Work request ▸
What you return must match the entries word for word, minus the pictures.

[Start of section]

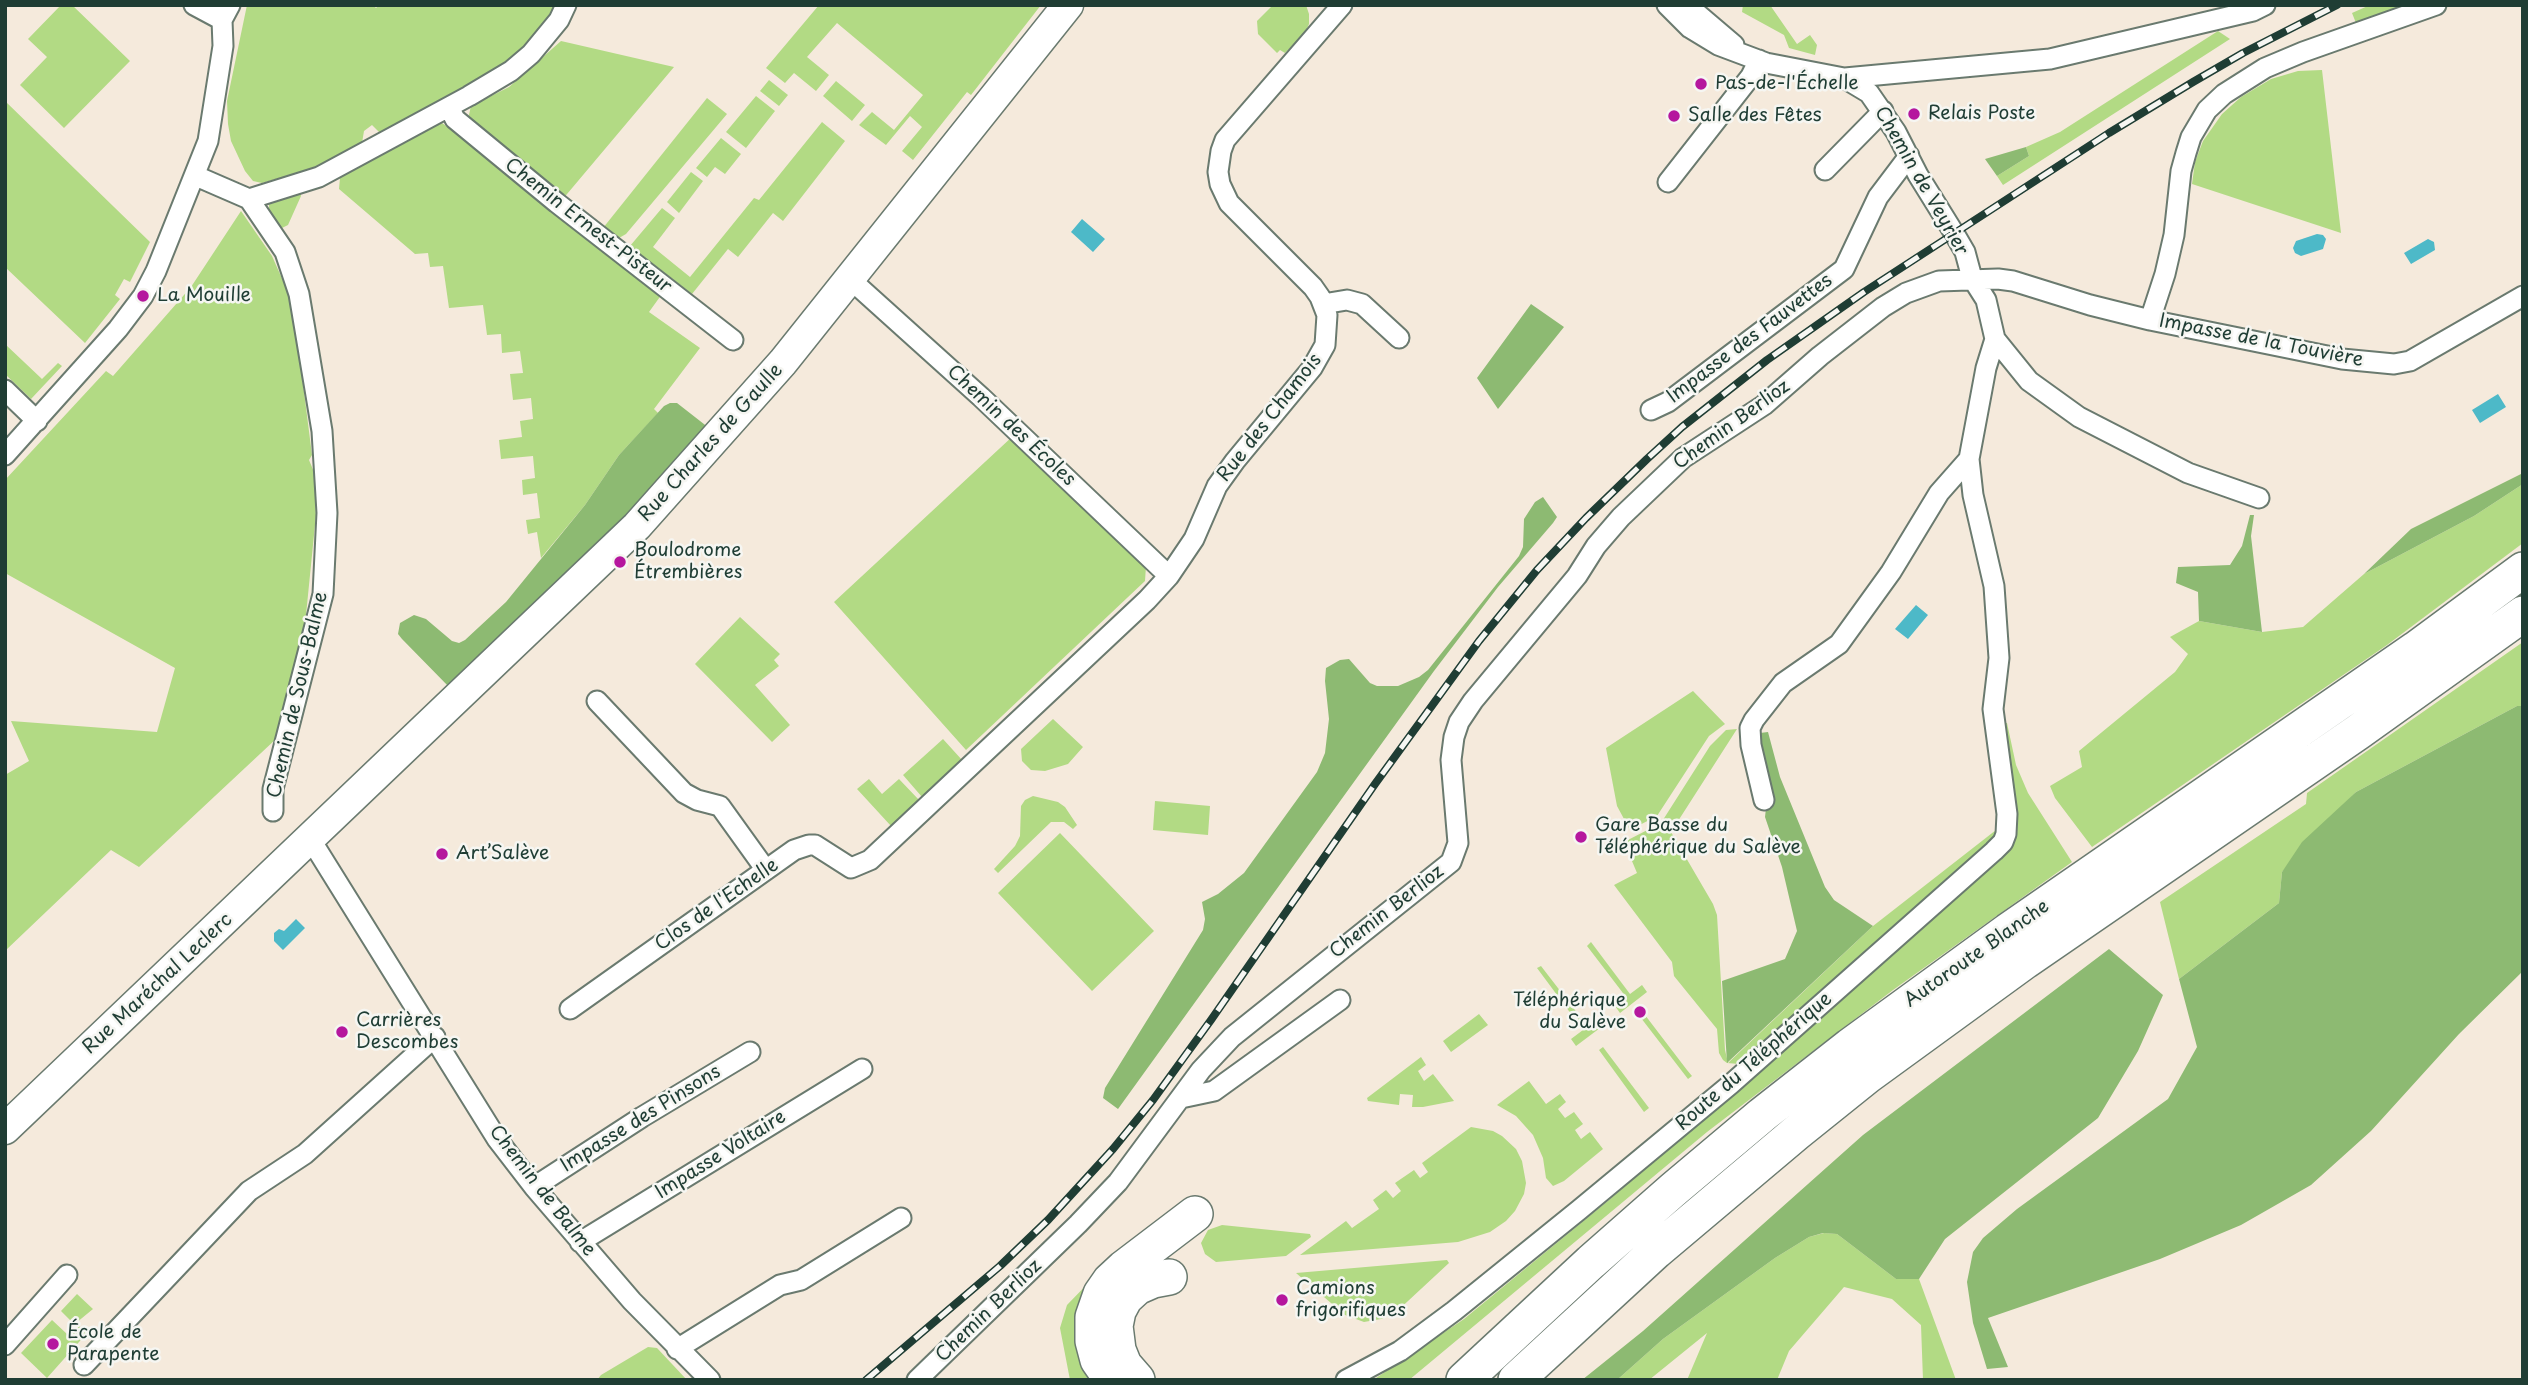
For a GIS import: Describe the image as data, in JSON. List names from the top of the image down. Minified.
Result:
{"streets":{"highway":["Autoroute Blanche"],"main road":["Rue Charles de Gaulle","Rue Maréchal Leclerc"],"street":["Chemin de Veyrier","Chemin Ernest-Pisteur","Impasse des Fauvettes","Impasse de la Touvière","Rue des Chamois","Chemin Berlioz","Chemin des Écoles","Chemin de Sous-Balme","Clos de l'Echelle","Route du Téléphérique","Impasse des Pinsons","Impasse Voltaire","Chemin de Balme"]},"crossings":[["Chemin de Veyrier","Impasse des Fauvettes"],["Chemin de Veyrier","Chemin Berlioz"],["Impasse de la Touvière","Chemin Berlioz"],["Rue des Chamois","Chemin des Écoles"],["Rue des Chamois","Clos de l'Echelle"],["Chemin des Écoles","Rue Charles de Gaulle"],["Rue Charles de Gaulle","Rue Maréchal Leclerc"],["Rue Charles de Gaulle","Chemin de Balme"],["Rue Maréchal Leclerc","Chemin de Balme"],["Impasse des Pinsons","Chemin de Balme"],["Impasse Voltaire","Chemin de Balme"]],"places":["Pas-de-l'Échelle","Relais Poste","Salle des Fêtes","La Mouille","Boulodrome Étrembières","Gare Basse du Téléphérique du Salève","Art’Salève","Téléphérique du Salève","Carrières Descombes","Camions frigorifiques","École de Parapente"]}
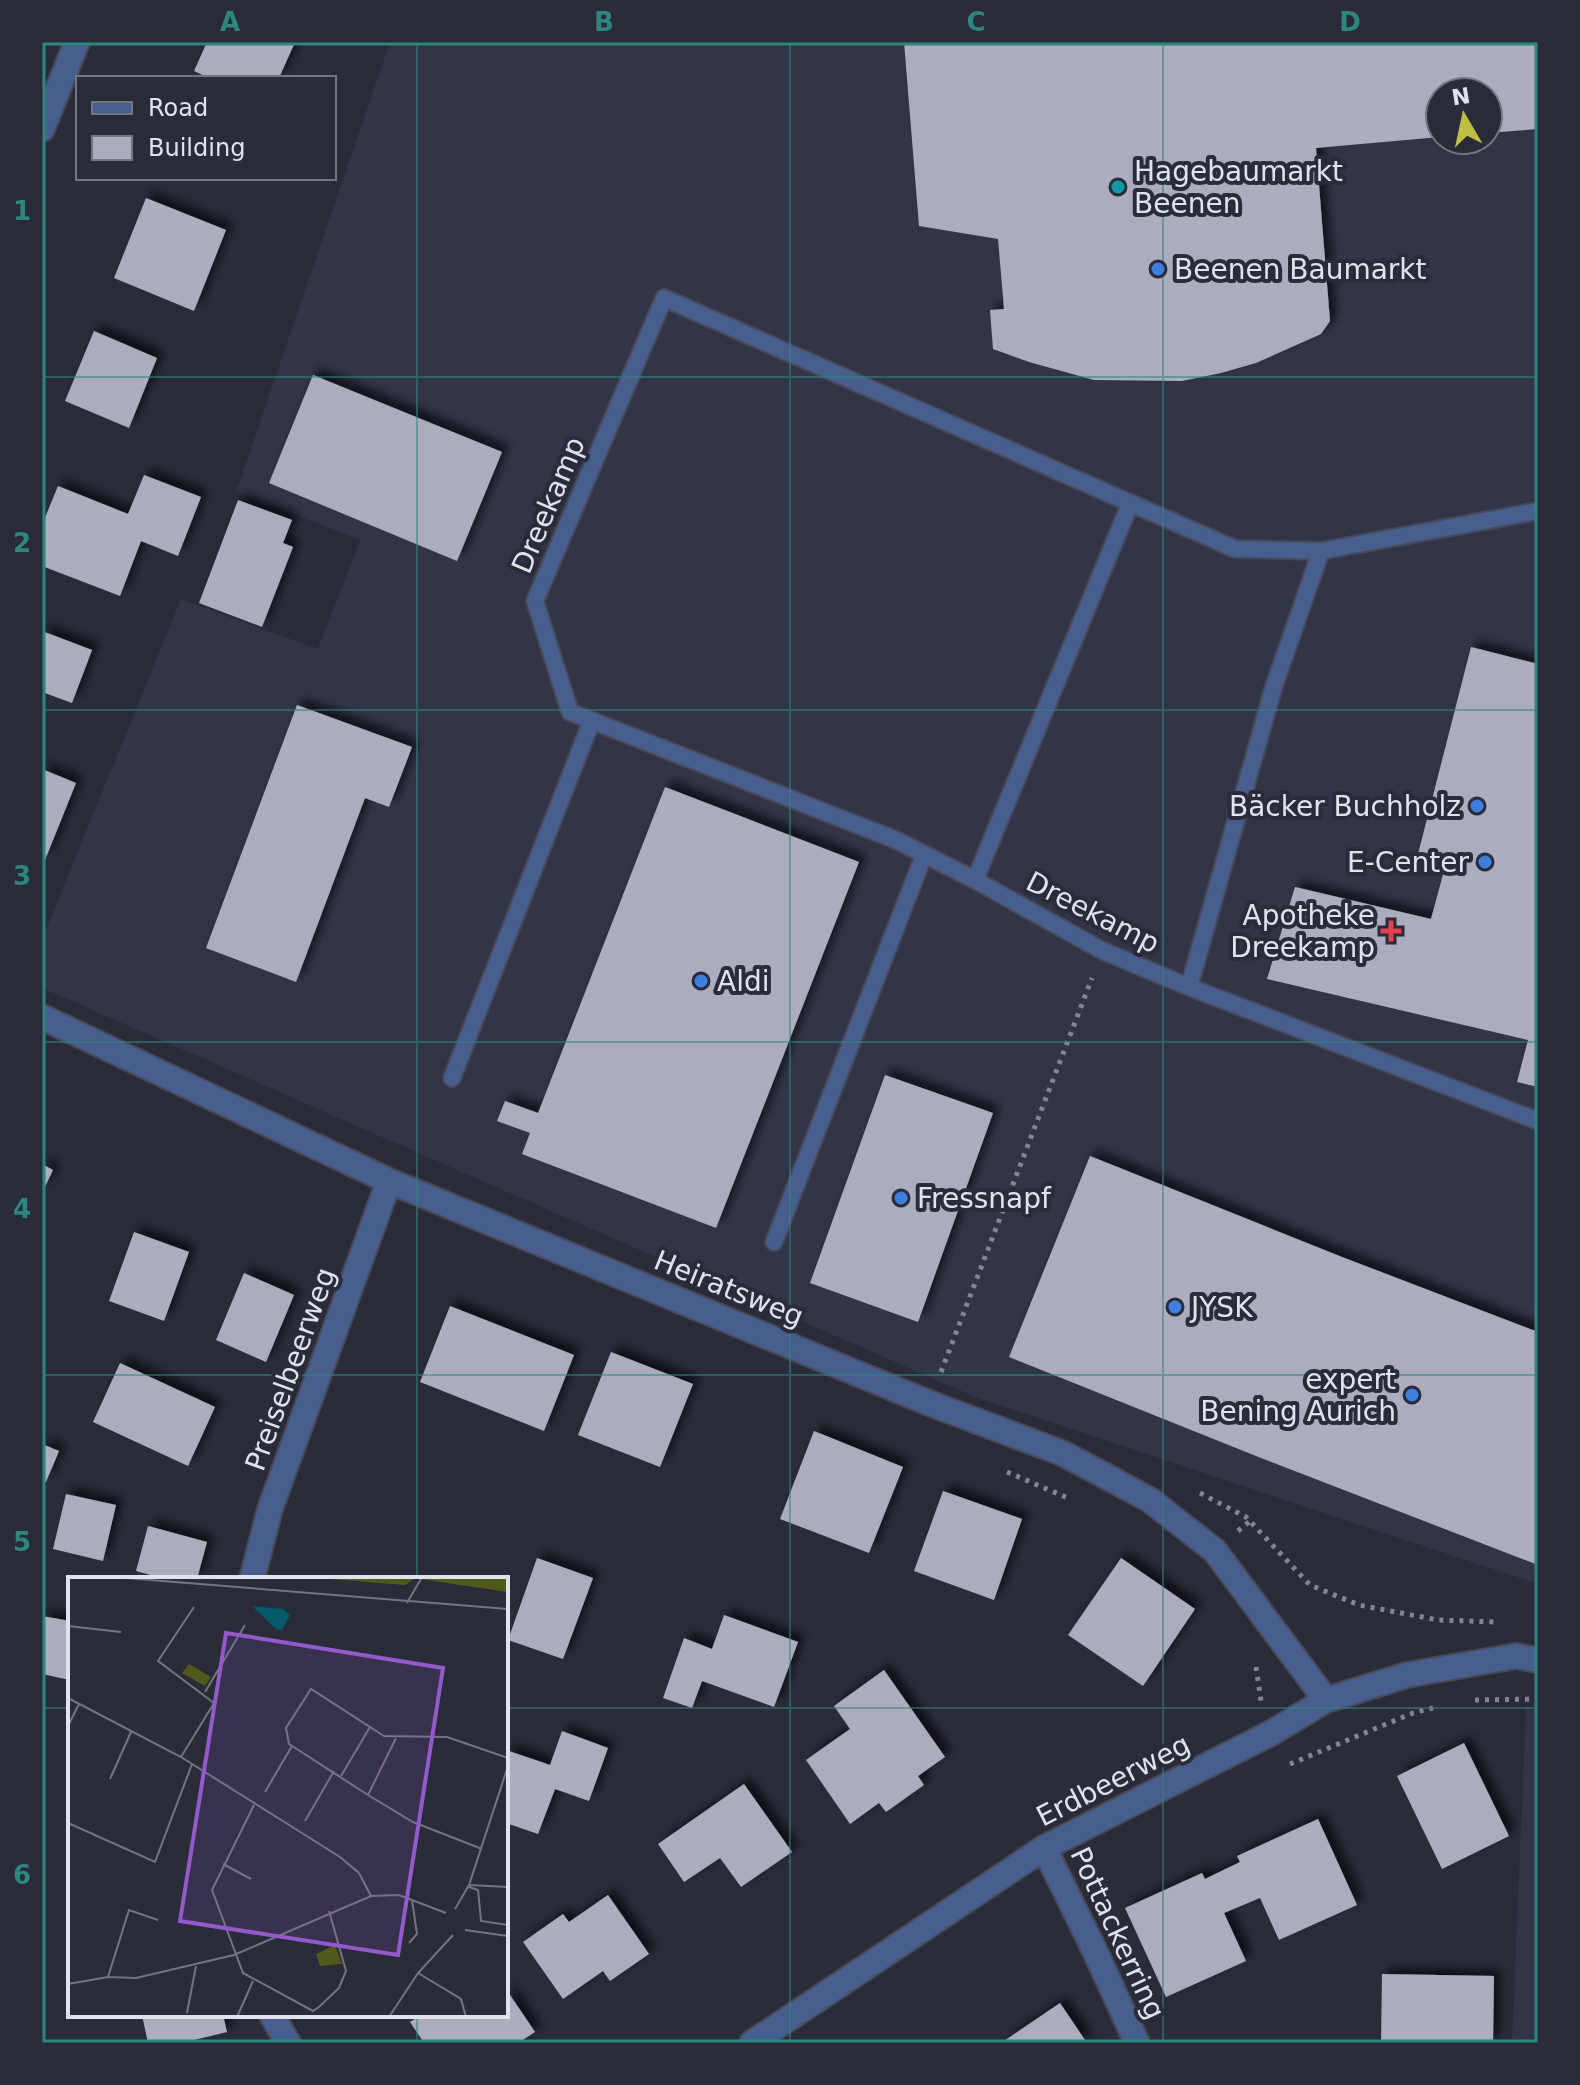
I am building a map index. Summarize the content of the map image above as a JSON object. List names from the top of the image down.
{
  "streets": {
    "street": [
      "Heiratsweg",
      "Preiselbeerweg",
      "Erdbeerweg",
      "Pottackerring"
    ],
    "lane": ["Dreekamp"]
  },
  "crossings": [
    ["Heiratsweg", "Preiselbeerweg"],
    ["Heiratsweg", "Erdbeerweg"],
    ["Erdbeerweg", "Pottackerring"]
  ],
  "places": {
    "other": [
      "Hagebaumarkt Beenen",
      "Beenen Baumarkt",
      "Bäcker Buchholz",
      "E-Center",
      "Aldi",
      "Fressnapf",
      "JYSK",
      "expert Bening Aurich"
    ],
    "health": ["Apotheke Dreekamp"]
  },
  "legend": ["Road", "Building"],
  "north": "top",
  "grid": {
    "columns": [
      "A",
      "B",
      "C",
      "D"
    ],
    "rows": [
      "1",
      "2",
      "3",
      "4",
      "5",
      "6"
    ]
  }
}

[End of section]

Finished task ▸
For a GIS import: Describe the image as data, in JSON. List names from the top of the image down. Minified.
Result:
{"streets":{"highway":["Autoroute Blanche"],"main road":["Rue Charles de Gaulle","Rue Maréchal Leclerc"],"street":["Chemin de Veyrier","Chemin Ernest-Pisteur","Impasse des Fauvettes","Impasse de la Touvière","Rue des Chamois","Chemin Berlioz","Chemin des Écoles","Chemin de Sous-Balme","Clos de l'Echelle","Route du Téléphérique","Impasse des Pinsons","Impasse Voltaire","Chemin de Balme"]},"crossings":[["Chemin de Veyrier","Impasse des Fauvettes"],["Chemin de Veyrier","Chemin Berlioz"],["Impasse de la Touvière","Chemin Berlioz"],["Rue des Chamois","Chemin des Écoles"],["Rue des Chamois","Clos de l'Echelle"],["Chemin des Écoles","Rue Charles de Gaulle"],["Rue Charles de Gaulle","Rue Maréchal Leclerc"],["Rue Charles de Gaulle","Chemin de Balme"],["Rue Maréchal Leclerc","Chemin de Balme"],["Impasse des Pinsons","Chemin de Balme"],["Impasse Voltaire","Chemin de Balme"]],"places":["Pas-de-l'Échelle","Relais Poste","Salle des Fêtes","La Mouille","Boulodrome Étrembières","Gare Basse du Téléphérique du Salève","Art’Salève","Téléphérique du Salève","Carrières Descombes","Camions frigorifiques","École de Parapente"]}
I am building a map index. Summarize the content of the map image above as a JSON object. List names from the top of the image down.
{
  "streets": {
    "street": [
      "Heiratsweg",
      "Preiselbeerweg",
      "Erdbeerweg",
      "Pottackerring"
    ],
    "lane": ["Dreekamp"]
  },
  "crossings": [
    ["Heiratsweg", "Preiselbeerweg"],
    ["Heiratsweg", "Erdbeerweg"],
    ["Erdbeerweg", "Pottackerring"]
  ],
  "places": {
    "other": [
      "Hagebaumarkt Beenen",
      "Beenen Baumarkt",
      "Bäcker Buchholz",
      "E-Center",
      "Aldi",
      "Fressnapf",
      "JYSK",
      "expert Bening Aurich"
    ],
    "health": ["Apotheke Dreekamp"]
  },
  "legend": ["Road", "Building"],
  "north": "top",
  "grid": {
    "columns": [
      "A",
      "B",
      "C",
      "D"
    ],
    "rows": [
      "1",
      "2",
      "3",
      "4",
      "5",
      "6"
    ]
  }
}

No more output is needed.